The Extreme ultraviolet Imaging Telescope (EIT) is an instrument on the SOHO spacecraft, used to obtain high-resolution images of the solar corona. The EIT is sensitive to EUV light at different wavelengths: 17.1, 19.5, 28.4 nm produced by ionized Iron, and 30.4 nm produced by Helium. The four images show the intensity distribution at these wavelengths, originating in the solar chromosphere and the transition region.
The average and local intensity may vary by orders of magnitude on time scales of minutes to hours (unpredictable solar flares), days to months (predictable solar rotation), and years to decades (predictable Solar Cycle).
Solar flares and CMEs emit radio waves at various frequencies.
• These emissions come in bursts.
• These bursts disrupt space weather and interfere with communication systems.
• The spectrum of radiation spans from a few kHz to several GHz.
• Different sunspot cycles can produce distinct radio burst distributions, especially at 245 MHz.
• Predicting future solar events is challenging due to gaps in data archives, leading to underestimated burst rates.
• The temporal variations in the maximum solar radiation intensity at different frequencies, particularly at 245 MHz, help estimate the flow velocity in the solar corona during coronal mass ejections.
Solar radio emissions may indicate complex processes.
Below, see multi-frequency (VHF-SHF) radio bursts superimposed on a persistent background characterizing solar flares:
Figure 12.7: Multi-Radio-Frequency Observations of the Sun
Picture Source: Patrick McCauley Mccauley.pi, CC BY-SA 4.0; Author: Peijin Zhang 2022
Understanding space weather is crucial for predicting its impact on HF radio propagation and other technologies.
Wikipedia describes space weather as "a branch of space physics and aeronomy, or heliophysics, concerned with time-varying conditions within the Solar System, emphasizing space surrounding the Earth."
13.2 Solar Wind Impact on Earth and HF Propagation
The solar wind is the fundamental driver of space weather. It is a stream of charged particles emitted by the sun's corona into outer space. These particles interact with Earth’s magnetosphere and magnetic field, significantly affecting skywave propagation and triggering auroras around the Earth’s poles.
The illustration above shows the solar wind reaching the magnetosphere, compressesing the magnetic field on the side facing the sun while elongating it on the opposite side.

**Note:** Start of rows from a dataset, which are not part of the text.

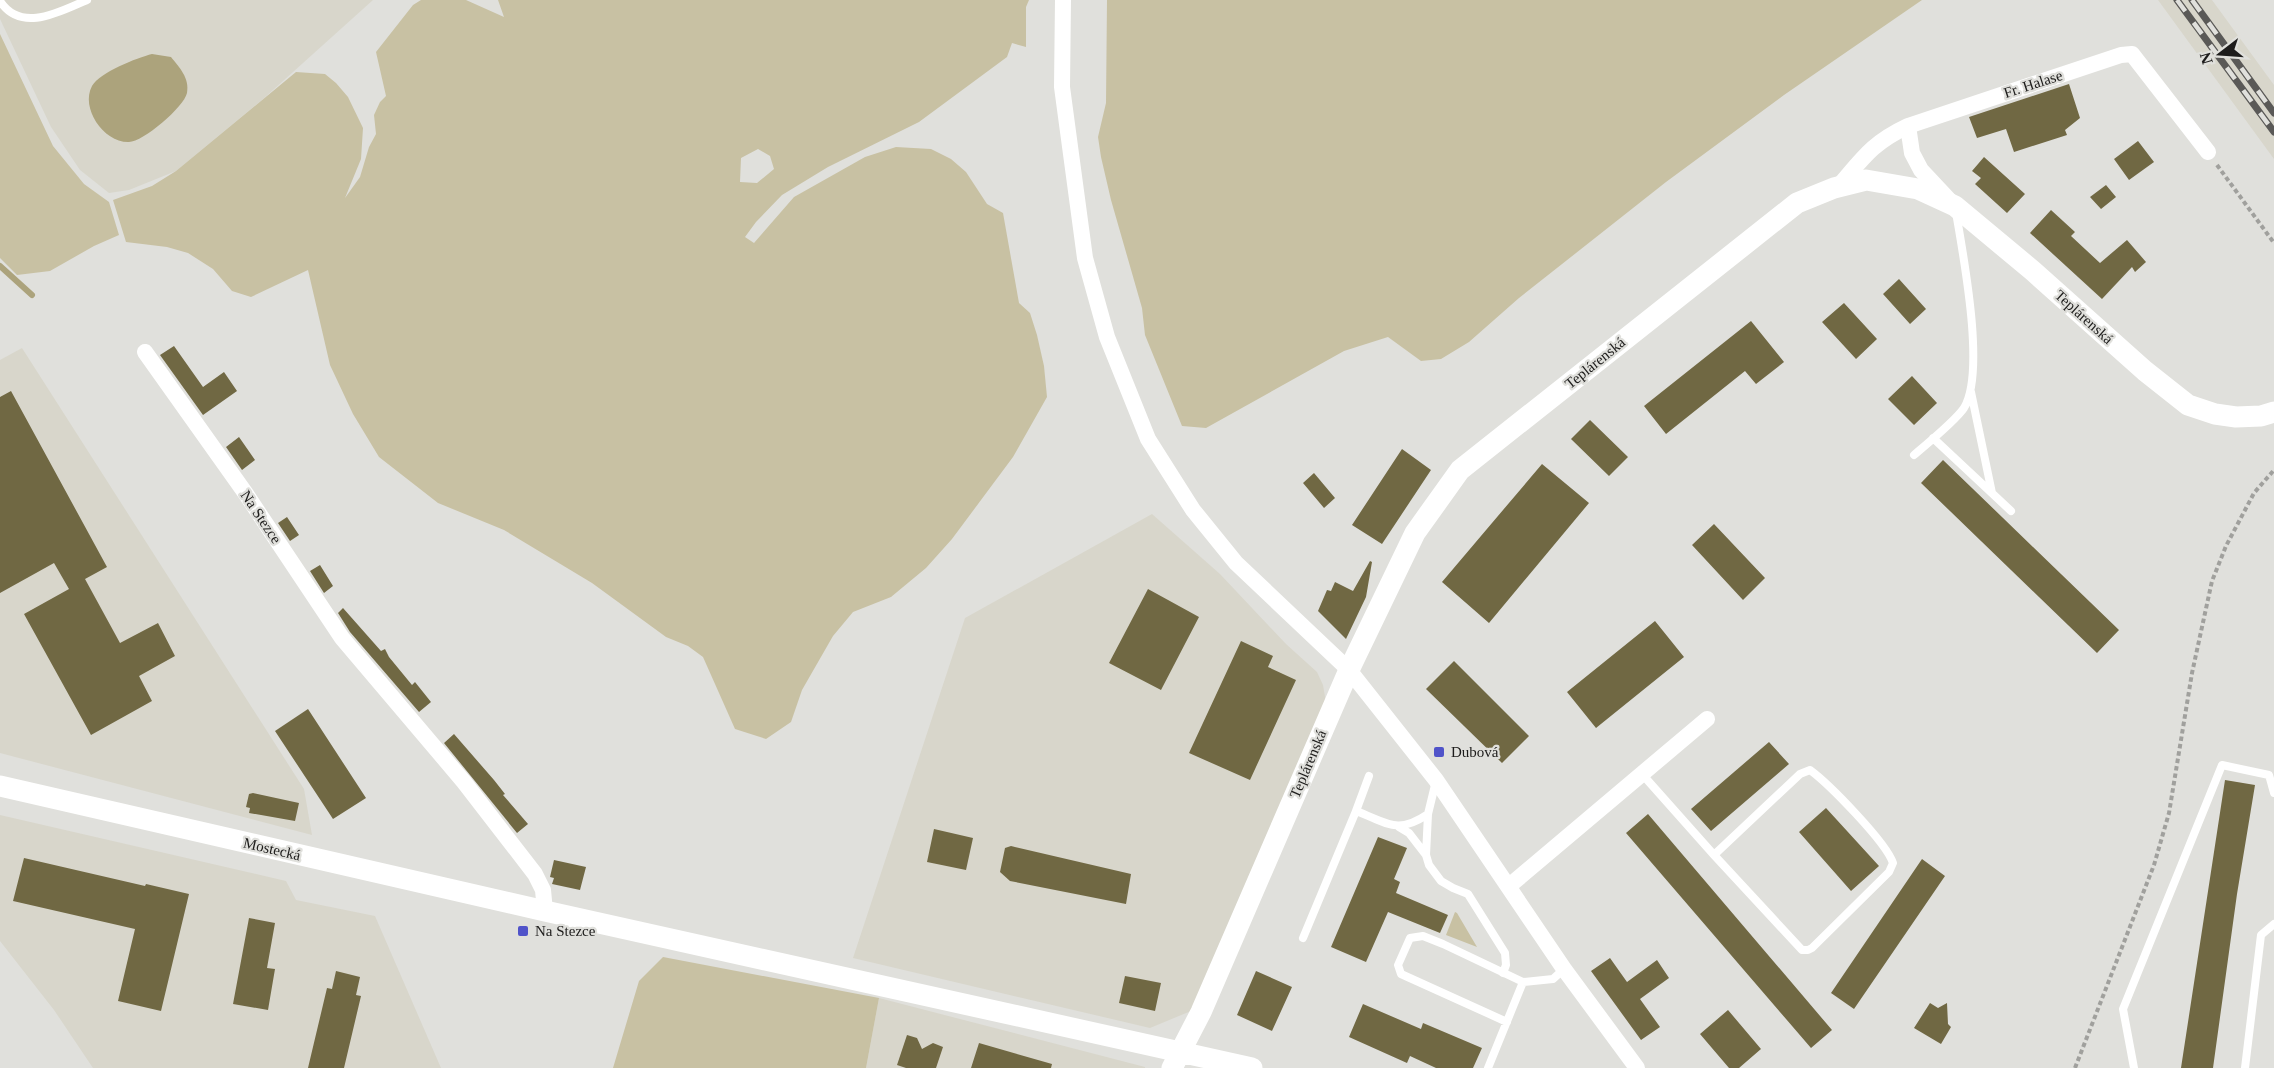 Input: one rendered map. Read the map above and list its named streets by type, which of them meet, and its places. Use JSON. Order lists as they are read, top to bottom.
{
  "streets": {
    "street": [
      "Fr. Halase",
      "Teplárenská",
      "Na Stezce",
      "Mostecká"
    ]
  },
  "crossings": [
    ["Teplárenská", "Mostecká"],
    ["Na Stezce", "Mostecká"]
  ],
  "places": {
    "transit": ["Dubová", "Na Stezce"]
  },
  "north": "left"
}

The Interplanetary Magnetic Field (IMF) is the magnetic field carried by the solar wind. It interacts with Earth’s magnetosphere, and when aligned with Earth’s magnetic field, it can cause magnetic reconnection events, leading to geomagnetic storms.
The solar wind can reach Earth within 20 to 30 minutes after a solar storm begins (relativistic electrons) and up to four days later (heavier charged particles). Read an extended explanation here.
Earth's magnetic field governs the magnetosphere, the region enveloping our planet. This field protects us from the adverse effects of solar particles, X-ray flares, and cosmic radiation, all of which influence geomagnetic conditions and, in turn, significantly impact HF skywave propagation.
Figure 13.3: Earth's Magnetic field—the geomagnetic field.
The orientation of Earth’s magnetic field is composed of two variables:
1. Earth's axis is tilted 23.5° to the ecliptic plane
2. Earth's magnetic field is tilted 11° relative to the Earth's axis.
Figure 13.4: The magnetosphere is a "magnetic bubble" that surrounds Earth. Its shape depends on the solar wind and the orientation of the Earth’s magnetic field. Click on the figure above for additional explanations.
13.4 Geomagnetic Activity
Geomagnetic activity refers to disturbances in Earth’s magnetic field caused by solar wind and other solar phenomena. These disturbances can range from minor fluctuations to major geomagnetic storms, often associated with auroras.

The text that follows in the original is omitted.